Fig. 1 The specific intensity distribution for a [4800, 4.5] spherical symmetric model. Continuous line represents the actual intensities while crosses denote the fit by adopting Eq. (6). Calculations for Strömgren and Johnson-Cousins photometric systems.

Fig. 2 The same as in Fig. 1 but for the case quasi-spherical. Crosses indicate the fit using Eq. (6). Calculations for Strömgren and Johnson-Cousins photometric systems.

Fig. 3 The same as in Fig. 1 but for the case quasi-spherical. Crosses indicate the fit using Eq. (2). Calculations for Kepler, CoRot, and Spitzer (IRAC) photometric systems.

Fig. 4 Linear LDC for quasi-spherical calculations using drift-phoenix models (continuous lines, crosses), cond-phoenix (dashed lines), and atlas plane-parallel models (points). Log g = 4.0, solar composition, microturburlent velocity =2.0 km s-1, uvbyUBVRIJHK passbands.

The non-linearity of the specific intensity distribution has been known for a long time (Kinglesmith & Sobieski 1970; Manduca et al. 1977; Díaz-Cordobés & Giménez 1992; Van Hamme 1993). Such a non-linear characteristic is even more pronounced in the case of spherical models due to the drop-offs that are caused by the decreased matter-radiation interaction near the extreme limb of the star. At first glance, the transfer equation for a spherically symmetric medium is significantly more complex than the corresponding plane-parallel geometry since it is a partial differential equation in r and μ. However, the use of the characteristic paths reduces the spacial operator to a single derivative with respect to the pathlength, and the spherical symmetric equation is not structurally different from the plane-parallel one (Mihalas 1978). Therefore, it is not surprising that both geometries provide similar results for some ranges of μ’s.

A spherical 1D model can be considered as having a core and an envelope. The core behaves very roughly like a plane-parallel structure and the envelope delivers the fully spherical part. Therefore, using only the core part is very similar to using a plane-parallel model. If we consider only the μ points previous to the drop-offs, the resulting shape of the intensity distribution is similar to those with the same T_eff, log g, log [M/H] and mixing-length parameter but computed with plane-parallel geometry (see for example, Figs. 5 and 6 by Claret & Hauschildt 2003). Thus, a quasi-spherical model is defined as the one computed with spherical symmetry but without considering the drop-off region. The quasi-spherical models can be used, for example, in those situations for which the small intensities near the limb predicted by spherical models cannot be observationally detected or when the effects of sphericity are not important. The set of μ values in phoenix code depends on the characteristics of each model. After an inspection of the intensities profiles for each passband used here, we select as cut-off μ ≥ 0.1.

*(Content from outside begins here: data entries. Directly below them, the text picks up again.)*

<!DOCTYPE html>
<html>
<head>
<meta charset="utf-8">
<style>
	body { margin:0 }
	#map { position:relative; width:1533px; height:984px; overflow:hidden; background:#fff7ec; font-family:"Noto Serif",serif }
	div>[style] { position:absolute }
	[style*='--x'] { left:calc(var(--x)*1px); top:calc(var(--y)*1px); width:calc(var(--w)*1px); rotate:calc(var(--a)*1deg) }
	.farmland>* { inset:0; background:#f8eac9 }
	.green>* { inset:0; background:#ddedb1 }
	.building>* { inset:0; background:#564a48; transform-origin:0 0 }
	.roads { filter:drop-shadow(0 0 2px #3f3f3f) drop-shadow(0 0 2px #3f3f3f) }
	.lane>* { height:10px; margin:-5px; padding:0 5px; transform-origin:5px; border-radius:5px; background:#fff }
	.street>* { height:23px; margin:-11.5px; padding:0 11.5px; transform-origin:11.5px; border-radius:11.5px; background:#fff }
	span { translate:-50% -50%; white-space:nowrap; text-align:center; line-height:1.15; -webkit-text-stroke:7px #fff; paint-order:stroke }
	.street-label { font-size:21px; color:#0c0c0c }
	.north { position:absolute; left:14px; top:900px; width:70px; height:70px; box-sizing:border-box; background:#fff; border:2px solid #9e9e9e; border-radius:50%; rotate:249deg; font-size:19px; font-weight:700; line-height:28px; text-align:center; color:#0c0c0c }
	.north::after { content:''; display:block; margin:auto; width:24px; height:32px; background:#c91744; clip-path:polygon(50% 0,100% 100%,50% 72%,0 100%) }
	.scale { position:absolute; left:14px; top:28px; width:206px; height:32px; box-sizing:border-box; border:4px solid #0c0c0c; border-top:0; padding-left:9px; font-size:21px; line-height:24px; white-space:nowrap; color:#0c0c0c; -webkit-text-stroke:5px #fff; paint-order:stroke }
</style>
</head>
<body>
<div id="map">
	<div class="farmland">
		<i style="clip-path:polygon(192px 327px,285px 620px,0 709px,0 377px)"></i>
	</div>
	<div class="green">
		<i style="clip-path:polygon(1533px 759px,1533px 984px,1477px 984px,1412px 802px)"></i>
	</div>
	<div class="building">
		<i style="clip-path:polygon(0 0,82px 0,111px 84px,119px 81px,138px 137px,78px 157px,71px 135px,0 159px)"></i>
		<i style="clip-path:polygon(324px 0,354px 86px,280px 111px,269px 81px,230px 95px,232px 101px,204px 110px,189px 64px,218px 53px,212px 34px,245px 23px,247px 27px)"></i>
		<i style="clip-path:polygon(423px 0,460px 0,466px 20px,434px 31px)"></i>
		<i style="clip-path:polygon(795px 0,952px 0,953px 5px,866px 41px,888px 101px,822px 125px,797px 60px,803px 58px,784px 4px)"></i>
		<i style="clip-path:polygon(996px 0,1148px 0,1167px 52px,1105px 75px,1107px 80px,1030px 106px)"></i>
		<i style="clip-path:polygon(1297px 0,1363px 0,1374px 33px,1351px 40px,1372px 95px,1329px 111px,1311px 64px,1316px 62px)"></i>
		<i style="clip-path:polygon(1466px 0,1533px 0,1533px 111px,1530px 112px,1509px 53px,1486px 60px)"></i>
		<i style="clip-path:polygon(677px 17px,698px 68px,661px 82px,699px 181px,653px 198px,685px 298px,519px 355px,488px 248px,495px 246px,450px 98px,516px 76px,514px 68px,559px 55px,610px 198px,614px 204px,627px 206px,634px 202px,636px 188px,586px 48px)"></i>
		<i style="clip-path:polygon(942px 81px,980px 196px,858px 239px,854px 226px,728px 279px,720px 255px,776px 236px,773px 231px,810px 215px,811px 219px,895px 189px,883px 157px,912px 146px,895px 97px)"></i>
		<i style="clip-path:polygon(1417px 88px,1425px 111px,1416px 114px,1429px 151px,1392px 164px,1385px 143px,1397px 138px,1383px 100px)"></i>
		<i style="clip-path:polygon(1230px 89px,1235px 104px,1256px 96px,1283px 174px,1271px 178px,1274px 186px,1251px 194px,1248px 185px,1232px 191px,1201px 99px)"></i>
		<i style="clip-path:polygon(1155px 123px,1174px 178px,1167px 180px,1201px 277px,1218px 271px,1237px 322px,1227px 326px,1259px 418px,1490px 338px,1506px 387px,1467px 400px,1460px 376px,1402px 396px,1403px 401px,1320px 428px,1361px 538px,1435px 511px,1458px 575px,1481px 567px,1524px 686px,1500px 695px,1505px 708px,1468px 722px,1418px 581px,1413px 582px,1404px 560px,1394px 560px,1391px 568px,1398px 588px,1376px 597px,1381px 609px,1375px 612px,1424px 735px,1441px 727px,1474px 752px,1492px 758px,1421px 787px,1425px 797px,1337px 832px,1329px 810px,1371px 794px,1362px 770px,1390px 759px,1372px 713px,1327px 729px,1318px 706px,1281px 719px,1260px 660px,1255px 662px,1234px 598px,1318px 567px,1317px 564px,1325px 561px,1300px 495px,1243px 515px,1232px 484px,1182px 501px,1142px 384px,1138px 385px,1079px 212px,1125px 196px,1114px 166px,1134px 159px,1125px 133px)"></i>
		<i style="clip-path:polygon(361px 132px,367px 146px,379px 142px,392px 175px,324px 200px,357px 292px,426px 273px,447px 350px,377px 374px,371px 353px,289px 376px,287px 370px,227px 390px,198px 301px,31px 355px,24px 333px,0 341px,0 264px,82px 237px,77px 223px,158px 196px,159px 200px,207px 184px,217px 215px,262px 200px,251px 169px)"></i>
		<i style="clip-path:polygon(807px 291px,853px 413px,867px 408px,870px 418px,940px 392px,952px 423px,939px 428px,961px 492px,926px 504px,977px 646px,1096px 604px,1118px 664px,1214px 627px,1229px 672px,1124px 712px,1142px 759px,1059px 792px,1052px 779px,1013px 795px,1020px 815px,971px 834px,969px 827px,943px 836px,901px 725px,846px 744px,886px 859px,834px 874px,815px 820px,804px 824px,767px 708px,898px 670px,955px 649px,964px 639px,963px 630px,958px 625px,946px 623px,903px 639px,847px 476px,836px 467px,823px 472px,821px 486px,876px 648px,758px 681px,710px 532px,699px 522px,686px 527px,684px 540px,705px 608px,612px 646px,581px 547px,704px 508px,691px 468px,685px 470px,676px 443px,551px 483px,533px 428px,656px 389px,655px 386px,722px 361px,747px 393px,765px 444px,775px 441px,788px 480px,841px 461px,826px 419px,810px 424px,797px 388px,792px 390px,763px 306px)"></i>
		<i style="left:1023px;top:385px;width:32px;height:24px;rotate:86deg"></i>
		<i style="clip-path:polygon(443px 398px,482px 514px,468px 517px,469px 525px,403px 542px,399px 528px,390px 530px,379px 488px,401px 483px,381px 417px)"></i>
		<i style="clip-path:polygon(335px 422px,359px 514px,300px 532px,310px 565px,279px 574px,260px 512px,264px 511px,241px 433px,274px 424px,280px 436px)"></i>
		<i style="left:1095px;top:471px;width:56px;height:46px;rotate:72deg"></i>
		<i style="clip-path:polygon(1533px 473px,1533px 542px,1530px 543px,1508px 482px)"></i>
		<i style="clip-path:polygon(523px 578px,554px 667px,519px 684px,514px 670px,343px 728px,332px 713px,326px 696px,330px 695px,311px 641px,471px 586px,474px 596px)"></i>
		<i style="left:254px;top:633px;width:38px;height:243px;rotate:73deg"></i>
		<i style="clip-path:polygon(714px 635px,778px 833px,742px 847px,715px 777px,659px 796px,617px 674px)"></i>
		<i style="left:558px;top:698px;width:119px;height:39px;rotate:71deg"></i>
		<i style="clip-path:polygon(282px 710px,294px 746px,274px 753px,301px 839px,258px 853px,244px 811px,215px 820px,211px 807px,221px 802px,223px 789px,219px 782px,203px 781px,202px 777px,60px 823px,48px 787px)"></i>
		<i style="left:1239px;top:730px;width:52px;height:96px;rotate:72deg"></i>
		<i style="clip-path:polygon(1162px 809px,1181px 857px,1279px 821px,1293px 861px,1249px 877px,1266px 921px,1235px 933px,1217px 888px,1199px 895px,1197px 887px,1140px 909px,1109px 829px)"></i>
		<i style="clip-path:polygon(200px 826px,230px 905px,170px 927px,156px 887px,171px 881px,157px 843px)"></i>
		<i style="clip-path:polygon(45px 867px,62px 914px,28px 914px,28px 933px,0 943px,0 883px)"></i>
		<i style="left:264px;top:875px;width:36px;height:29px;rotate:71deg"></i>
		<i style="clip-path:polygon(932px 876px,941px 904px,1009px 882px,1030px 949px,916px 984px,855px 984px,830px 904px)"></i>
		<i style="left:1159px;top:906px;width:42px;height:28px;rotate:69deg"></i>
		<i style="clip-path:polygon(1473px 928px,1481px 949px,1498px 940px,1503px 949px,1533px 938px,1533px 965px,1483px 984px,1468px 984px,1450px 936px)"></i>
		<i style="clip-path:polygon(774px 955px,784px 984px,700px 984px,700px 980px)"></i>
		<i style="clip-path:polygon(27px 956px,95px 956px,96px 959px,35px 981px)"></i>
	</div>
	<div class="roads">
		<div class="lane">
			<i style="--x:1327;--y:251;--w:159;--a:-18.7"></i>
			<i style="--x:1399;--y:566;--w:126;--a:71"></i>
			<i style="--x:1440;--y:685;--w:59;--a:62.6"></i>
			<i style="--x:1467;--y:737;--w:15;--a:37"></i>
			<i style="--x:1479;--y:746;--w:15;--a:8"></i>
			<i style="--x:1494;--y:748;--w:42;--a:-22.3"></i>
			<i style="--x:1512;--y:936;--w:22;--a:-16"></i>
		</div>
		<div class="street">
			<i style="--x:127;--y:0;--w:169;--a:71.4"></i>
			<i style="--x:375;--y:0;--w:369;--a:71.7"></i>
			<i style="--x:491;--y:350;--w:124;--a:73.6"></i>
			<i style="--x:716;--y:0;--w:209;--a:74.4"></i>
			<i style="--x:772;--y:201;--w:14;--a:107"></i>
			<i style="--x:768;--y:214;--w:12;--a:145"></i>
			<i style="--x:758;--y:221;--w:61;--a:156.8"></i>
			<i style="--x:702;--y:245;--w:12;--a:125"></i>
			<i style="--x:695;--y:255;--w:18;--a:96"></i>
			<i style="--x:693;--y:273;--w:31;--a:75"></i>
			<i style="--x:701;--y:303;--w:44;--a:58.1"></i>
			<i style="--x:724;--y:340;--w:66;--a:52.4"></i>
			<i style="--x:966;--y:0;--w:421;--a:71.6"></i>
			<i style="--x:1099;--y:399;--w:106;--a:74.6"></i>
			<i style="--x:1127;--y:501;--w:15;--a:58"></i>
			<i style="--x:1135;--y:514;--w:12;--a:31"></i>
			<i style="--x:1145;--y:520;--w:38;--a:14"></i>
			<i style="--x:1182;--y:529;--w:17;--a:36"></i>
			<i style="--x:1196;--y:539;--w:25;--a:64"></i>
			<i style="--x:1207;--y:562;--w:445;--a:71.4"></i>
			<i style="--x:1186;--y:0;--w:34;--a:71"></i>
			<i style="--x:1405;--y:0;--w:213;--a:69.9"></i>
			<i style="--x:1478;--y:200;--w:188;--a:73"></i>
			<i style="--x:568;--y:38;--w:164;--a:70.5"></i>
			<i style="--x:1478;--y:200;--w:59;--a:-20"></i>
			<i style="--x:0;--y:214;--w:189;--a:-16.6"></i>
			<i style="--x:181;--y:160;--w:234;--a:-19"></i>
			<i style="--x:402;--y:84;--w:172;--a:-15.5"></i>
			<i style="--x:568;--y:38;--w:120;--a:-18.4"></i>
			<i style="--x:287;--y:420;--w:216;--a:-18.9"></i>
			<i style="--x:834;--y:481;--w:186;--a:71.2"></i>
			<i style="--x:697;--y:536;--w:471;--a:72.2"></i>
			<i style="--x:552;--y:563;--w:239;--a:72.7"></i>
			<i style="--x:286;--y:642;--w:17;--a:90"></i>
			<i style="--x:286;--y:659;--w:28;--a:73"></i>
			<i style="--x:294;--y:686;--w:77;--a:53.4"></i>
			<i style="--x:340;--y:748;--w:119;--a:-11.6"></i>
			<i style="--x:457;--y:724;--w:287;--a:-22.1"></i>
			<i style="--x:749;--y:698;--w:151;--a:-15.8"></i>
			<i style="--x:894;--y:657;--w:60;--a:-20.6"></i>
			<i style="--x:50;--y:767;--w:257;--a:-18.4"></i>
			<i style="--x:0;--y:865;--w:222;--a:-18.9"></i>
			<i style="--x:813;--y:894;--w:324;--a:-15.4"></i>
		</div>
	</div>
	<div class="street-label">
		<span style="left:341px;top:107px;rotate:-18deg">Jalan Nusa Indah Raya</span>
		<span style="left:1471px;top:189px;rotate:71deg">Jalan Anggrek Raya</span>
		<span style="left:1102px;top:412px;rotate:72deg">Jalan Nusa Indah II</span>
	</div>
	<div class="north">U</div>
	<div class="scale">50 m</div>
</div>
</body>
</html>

Another important point that must be considered and also justifies the use of quasi-spherical models is related to the observational difficulty of detecting the low intensities predicted by spherical models near the limb. Often, observations of extrasolar planet transits or double-lined eclipsing binaries, for example, are not yet able to detect these low intensities. In very favourable cases, only bi-parametric semi-empirical LDC are derived, at best. Nevertheless, the profiles of the intensities of the spherical models are complicated and cannot be described well by bi-parametric laws, thus hampering such a comparison. The use of the quasi-spherical models may also be useful in these situations given that bi-parametric laws such as Eqs. (2)−(5) can be applied with good results to these models. Of course, the spherical models are more physically relevant than quasi-spherical ones. As mentioned before, this concept is very useful when the low intensities near the limb cannot be detected and compared with the theoretical predictions.

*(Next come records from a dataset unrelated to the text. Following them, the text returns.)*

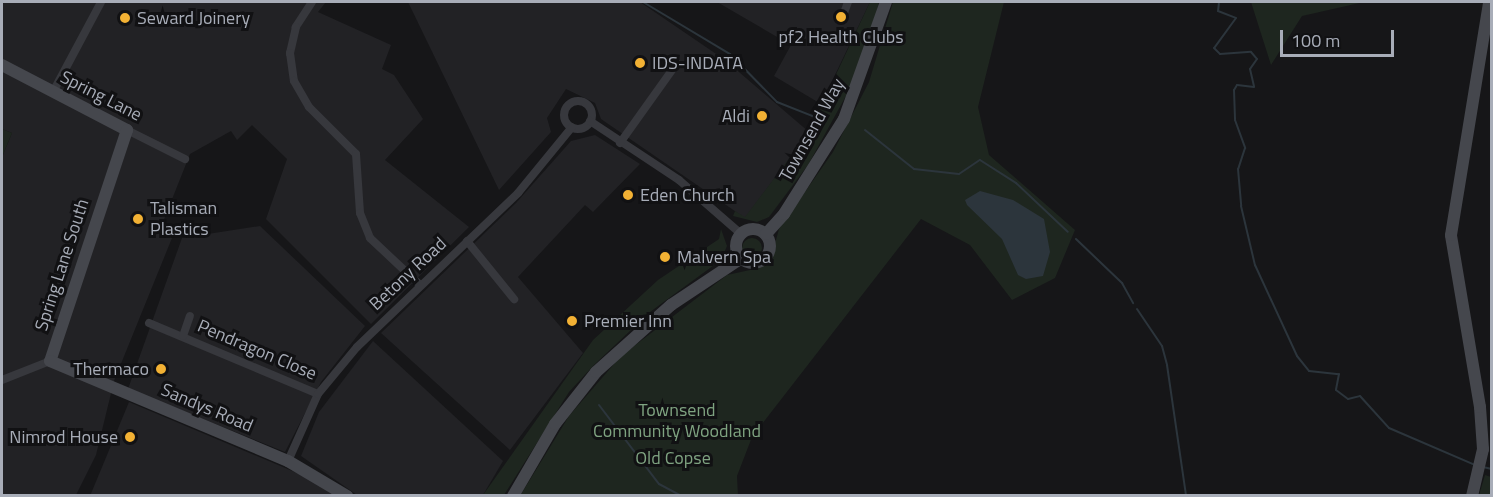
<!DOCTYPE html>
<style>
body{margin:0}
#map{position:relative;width:1493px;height:497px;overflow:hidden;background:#161618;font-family:"Titillium Web",sans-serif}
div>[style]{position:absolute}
.built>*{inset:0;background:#222225}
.green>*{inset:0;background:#1e261f}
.round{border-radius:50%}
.water>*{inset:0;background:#2c353c}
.stream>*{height:2px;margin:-1px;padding:0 1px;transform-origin:1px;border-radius:1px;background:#2c353c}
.street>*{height:8px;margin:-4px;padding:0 4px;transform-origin:4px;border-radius:4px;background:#37383d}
.street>.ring{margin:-4px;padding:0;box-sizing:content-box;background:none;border:8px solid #37383d;border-radius:50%}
.secondary>*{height:12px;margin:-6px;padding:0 6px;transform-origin:6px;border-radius:6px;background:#45474d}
.secondary>.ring{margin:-6px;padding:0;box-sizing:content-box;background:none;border:12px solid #45474d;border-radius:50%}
.dots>*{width:16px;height:16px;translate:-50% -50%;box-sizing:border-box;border:3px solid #111113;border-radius:50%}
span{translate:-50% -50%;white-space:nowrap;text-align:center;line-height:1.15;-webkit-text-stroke:6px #111113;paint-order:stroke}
.poi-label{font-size:18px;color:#a8adb8}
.left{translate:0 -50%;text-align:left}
.right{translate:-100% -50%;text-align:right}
.street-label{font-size:18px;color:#a8adb8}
.park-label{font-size:18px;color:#7fa381}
.frame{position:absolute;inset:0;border:3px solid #a8adb8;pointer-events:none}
.scale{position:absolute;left:1280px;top:30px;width:114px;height:27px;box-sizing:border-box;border:3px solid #a8adb8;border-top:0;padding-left:8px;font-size:18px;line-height:21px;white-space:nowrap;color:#a8adb8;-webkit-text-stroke:4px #111113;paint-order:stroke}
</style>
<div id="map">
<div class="built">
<i style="clip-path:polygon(2px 2px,326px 2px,318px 12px,391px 45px,382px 69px,394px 75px,423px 119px,385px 160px,469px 227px,371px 324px,266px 219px,287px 159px,252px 125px,237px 140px,231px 131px,190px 154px,161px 227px,172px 238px,114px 381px,96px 455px,76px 495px,2px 495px,2px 157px,12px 133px,2px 129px)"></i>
<i style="clip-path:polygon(408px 2px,640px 2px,725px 60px,809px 132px,745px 218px,601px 119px,595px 103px,566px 89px,547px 118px,551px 132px,499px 190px)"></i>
<i style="clip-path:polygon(717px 2px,870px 2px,821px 104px,774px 76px,791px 45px)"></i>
<i style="clip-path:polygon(595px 135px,640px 164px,593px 212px,585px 205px,518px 277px,583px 353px,510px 450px,381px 333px,516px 203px,571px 141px)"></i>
<i style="clip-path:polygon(260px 226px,365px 326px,321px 382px,285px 452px,128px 389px,182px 238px)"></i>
<i style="clip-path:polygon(373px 341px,503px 461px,483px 495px,357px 495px,301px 456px,319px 412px)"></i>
<i style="clip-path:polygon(129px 402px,297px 473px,341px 496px,90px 496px)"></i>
</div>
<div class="green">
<i style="clip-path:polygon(870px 2px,879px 2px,871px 34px,847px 94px,808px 165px,769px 217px,757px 222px,733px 216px,735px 211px,745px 217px,809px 132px)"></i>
<i style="clip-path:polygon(893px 2px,1004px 2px,978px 107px,989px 155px,1075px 230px,1055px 278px,1012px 300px,970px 245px,921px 219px,752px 437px,737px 476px,738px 495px,520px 496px,569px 416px,621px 356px,727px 275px,759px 268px,771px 258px,779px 229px,833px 152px,869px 82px)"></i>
<i style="clip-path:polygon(1251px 2px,1364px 2px,1302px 16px,1271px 65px)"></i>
<i style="clip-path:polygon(2px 129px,12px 133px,2px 157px)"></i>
<i style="clip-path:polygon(721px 229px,727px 246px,721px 260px,650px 312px,594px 365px,569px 392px,504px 495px,483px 495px,593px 340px,658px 280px,719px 239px)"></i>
<i class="round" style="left:742px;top:238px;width:20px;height:20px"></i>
<i style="clip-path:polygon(1485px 475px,1491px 477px,1491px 495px,1479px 495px)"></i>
</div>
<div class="water">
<i style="clip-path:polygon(980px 191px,1013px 200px,1044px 219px,1050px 252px,1043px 276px,1026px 279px,1018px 275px,1002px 239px,967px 205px,965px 200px)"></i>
</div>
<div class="stream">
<i style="left:643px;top:2px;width:101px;rotate:30.9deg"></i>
<i style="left:730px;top:54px;width:67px;rotate:45.6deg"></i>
<i style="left:777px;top:102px;width:52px;rotate:21.6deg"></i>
<i style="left:1219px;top:2px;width:9px;rotate:96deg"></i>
<i style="left:1218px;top:11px;width:19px;rotate:21deg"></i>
<i style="left:1236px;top:18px;width:37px;rotate:126deg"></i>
<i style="left:1214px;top:48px;width:8px;rotate:45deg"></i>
<i style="left:1220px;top:54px;width:31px;rotate:-4deg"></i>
<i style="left:1251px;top:52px;width:9px;rotate:49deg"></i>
<i style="left:1257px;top:59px;width:12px;rotate:125deg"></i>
<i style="left:1250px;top:69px;width:18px;rotate:77deg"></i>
<i style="left:1254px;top:87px;width:17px;rotate:-173deg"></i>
<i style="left:1237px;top:85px;width:6px;rotate:121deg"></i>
<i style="left:1234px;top:90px;width:30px;rotate:88deg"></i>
<i style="left:1235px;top:120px;width:30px;rotate:70deg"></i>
<i style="left:1245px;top:148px;width:22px;rotate:108deg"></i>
<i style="left:1238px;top:169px;width:37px;rotate:85deg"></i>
<i style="left:1241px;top:206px;width:61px;rotate:76.7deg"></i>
<i style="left:1255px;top:265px;width:100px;rotate:65.2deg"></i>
<i style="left:1297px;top:356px;width:19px;rotate:51deg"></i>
<i style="left:1309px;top:371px;width:30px;rotate:6deg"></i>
<i style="left:1339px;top:374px;width:16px;rotate:101deg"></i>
<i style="left:1336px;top:390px;width:15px;rotate:37deg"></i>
<i style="left:1348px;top:399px;width:12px;rotate:-14deg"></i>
<i style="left:1360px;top:396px;width:43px;rotate:47.8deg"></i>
<i style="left:1389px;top:428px;width:94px;rotate:23.3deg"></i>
<i style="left:865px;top:130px;width:63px;rotate:38.5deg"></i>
<i style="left:914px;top:169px;width:45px;rotate:6.3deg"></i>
<i style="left:959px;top:174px;width:25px;rotate:-34deg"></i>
<i style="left:980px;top:160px;width:43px;rotate:32.6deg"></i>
<i style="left:1016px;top:183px;width:71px;rotate:43.3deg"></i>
<i style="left:1076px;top:239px;width:64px;rotate:43.7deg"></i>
<i style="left:1122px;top:283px;width:23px;rotate:61deg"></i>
<i style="left:1137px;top:309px;width:45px;rotate:56deg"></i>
<i style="left:1162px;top:346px;width:20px;rotate:75deg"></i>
<i style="left:1167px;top:365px;width:132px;rotate:81.7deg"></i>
<i style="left:599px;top:405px;width:99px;rotate:52.8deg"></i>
<i style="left:659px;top:484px;width:26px;rotate:28deg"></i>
<i style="left:1483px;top:467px;width:9px;rotate:13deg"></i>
</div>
<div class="street">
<i style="left:312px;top:2px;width:30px;rotate:123deg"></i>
<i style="left:296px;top:27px;width:27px;rotate:103deg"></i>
<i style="left:290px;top:53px;width:28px;rotate:82deg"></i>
<i style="left:294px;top:81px;width:30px;rotate:60deg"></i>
<i style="left:309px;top:107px;width:66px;rotate:45deg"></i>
<i style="left:356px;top:154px;width:59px;rotate:86.1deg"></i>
<i style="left:360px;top:213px;width:27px;rotate:68deg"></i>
<i style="left:370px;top:238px;width:69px;rotate:43.2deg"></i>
<i style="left:844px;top:13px;width:12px;rotate:-70deg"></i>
<i style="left:53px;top:92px;width:102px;rotate:-61.9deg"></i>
<i class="ring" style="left:564px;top:101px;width:20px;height:20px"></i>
<i style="left:590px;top:121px;width:107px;rotate:33.5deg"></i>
<i style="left:679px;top:180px;width:81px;rotate:41deg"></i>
<i style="left:127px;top:130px;width:65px;rotate:26.6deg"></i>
<i style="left:620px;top:143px;width:98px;rotate:-54.5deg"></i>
<i style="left:467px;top:241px;width:75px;rotate:51deg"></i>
<i style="left:149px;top:323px;width:183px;rotate:22.8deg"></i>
<i style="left:183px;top:336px;width:21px;rotate:-71deg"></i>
<i style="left:2px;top:380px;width:52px;rotate:-21.6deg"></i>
<i style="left:288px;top:461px;width:73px;rotate:-65.9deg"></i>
<i style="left:318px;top:394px;width:61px;rotate:-50.3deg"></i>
<i style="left:357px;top:347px;width:223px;rotate:-43.7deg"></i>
<i style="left:518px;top:193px;width:85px;rotate:-50.7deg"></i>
</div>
<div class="secondary">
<i style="left:2px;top:65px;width:141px;rotate:27.5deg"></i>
<i style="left:127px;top:130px;width:243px;rotate:108.4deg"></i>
<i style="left:50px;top:361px;width:258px;rotate:22.8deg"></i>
<i style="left:288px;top:461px;width:69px;rotate:30.7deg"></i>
<i class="ring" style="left:736px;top:229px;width:22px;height:22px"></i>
<i style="left:766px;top:234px;width:27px;rotate:-48deg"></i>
<i style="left:784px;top:214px;width:112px;rotate:-57.7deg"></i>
<i style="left:844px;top:119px;width:124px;rotate:-70.3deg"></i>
<i style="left:513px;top:496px;width:83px;rotate:-59.7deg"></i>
<i style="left:555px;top:424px;width:66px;rotate:-51.7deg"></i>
<i style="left:596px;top:372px;width:101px;rotate:-41.8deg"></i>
<i style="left:671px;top:305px;width:83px;rotate:-33.7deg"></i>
<i style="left:1472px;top:496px;width:48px;rotate:-76.8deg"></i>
<i style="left:1483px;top:449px;width:42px;rotate:-94.1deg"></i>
<i style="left:1480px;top:407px;width:174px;rotate:-99.6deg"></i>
<i style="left:1451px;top:235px;width:236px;rotate:-80.7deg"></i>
</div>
<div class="dots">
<i style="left:841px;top:17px;background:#f2b134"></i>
<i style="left:125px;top:18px;background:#f2b134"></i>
<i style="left:640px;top:63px;background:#f2b134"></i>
<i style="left:762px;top:116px;background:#f2b134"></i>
<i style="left:628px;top:195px;background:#f2b134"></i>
<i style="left:138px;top:219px;background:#f2b134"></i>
<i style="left:665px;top:257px;background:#f2b134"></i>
<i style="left:572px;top:321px;background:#f2b134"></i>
<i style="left:161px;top:369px;background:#f2b134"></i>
<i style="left:130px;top:437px;background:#f2b134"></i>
</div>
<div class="poi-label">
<span class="left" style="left:137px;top:18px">Seward Joinery</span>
<span style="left:841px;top:37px">pf2 Health Clubs</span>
<span class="left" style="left:652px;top:63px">IDS-INDATA</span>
<span class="right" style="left:750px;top:116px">Aldi</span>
<span class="left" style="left:640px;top:195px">Eden Church</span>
<span class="left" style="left:150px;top:219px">Talisman<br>Plastics</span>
<span class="left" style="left:677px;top:257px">Malvern Spa</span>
<span class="left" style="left:584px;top:321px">Premier Inn</span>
<span class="right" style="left:149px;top:369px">Thermaco</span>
<span class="right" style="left:118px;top:437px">Nimrod House</span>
</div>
<div class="street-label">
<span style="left:101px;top:96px;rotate:27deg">Spring Lane</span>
<span style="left:812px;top:130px;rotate:-61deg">Townsend Way</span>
<span style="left:62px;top:265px;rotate:-72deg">Spring Lane South</span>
<span style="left:408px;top:274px;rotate:-43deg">Betony Road</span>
<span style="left:257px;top:350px;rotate:23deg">Pendragon Close</span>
<span style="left:207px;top:408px;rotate:23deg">Sandys Road</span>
</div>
<div class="park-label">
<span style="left:677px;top:421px">Townsend<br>Community Woodland</span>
<span style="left:673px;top:458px">Old Copse</span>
</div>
<div class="frame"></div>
<div class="scale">100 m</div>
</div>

Figure 1 shows the results for the uvbyUBVRIJHK photometric systems where the integrated intensity distribution is compared with the fits provided by Eq. (6) for a model with T_eff = 4800 K and log g = 4.5. We denote a given model as [T_eff, log g]. The drop-offs are much more pronounced for longer effective wavelengths, say, for the passbands RIJHK. Despite the complicated shape of the curves, it is clear that Eq. (6) represents the integrated intensity distributions very well. However, the agreement is not very good for longer effective wavelengths due to the corresponding steep behaviour of the drop-offs, although they are still acceptable.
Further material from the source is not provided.